Segment Start: EXTRACTED ENTRIES
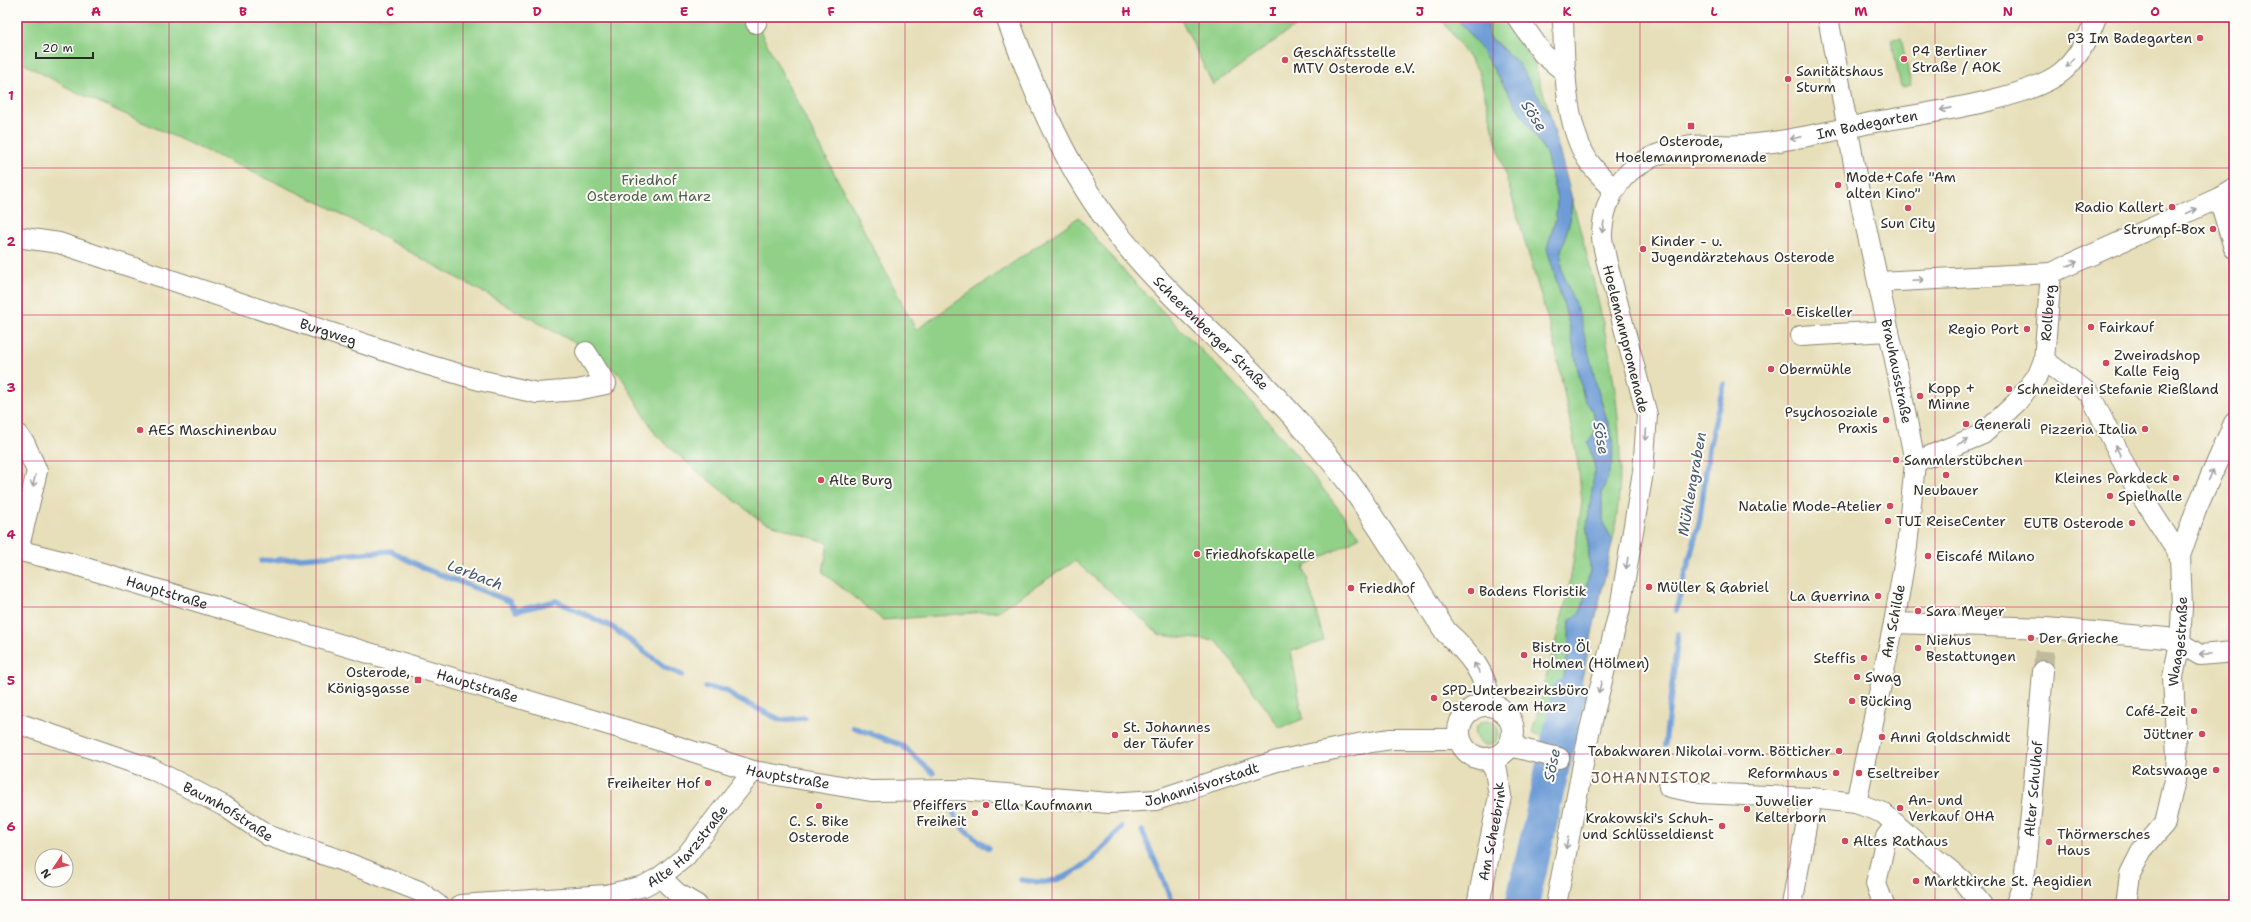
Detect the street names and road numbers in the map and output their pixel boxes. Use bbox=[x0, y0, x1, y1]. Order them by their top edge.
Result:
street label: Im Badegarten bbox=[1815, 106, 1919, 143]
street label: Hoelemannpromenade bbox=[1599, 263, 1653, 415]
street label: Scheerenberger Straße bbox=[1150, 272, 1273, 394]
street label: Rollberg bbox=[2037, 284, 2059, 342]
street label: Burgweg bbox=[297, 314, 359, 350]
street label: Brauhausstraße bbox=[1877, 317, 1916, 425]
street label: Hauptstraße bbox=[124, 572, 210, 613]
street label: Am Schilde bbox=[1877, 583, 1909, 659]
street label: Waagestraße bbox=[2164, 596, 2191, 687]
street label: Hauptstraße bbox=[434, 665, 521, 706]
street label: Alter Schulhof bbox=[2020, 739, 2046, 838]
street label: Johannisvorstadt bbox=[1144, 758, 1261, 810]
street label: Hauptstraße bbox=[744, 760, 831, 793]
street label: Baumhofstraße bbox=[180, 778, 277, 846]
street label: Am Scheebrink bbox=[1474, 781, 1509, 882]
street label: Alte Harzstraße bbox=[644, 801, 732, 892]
Segment End: EXTRACTED ENTRIES
▸ **EXERCISE DESCRIPTION**: Once the pictures are removed, write out all of the entries above exactly.

▸ **RESPONSE FOR THIS EXERCISE**:
Detect the street names and road numbers in the map and output their pixel boxes. Use bbox=[x0, y0, x1, y1]. Order them by their top edge.
Result:
street label: Im Badegarten bbox=[1815, 106, 1919, 143]
street label: Hoelemannpromenade bbox=[1599, 263, 1653, 415]
street label: Scheerenberger Straße bbox=[1150, 272, 1273, 394]
street label: Rollberg bbox=[2037, 284, 2059, 342]
street label: Burgweg bbox=[297, 314, 359, 350]
street label: Brauhausstraße bbox=[1877, 317, 1916, 425]
street label: Hauptstraße bbox=[124, 572, 210, 613]
street label: Am Schilde bbox=[1877, 583, 1909, 659]
street label: Waagestraße bbox=[2164, 596, 2191, 687]
street label: Hauptstraße bbox=[434, 665, 521, 706]
street label: Alter Schulhof bbox=[2020, 739, 2046, 838]
street label: Johannisvorstadt bbox=[1144, 758, 1261, 810]
street label: Hauptstraße bbox=[744, 760, 831, 793]
street label: Baumhofstraße bbox=[180, 778, 277, 846]
street label: Am Scheebrink bbox=[1474, 781, 1509, 882]
street label: Alte Harzstraße bbox=[644, 801, 732, 892]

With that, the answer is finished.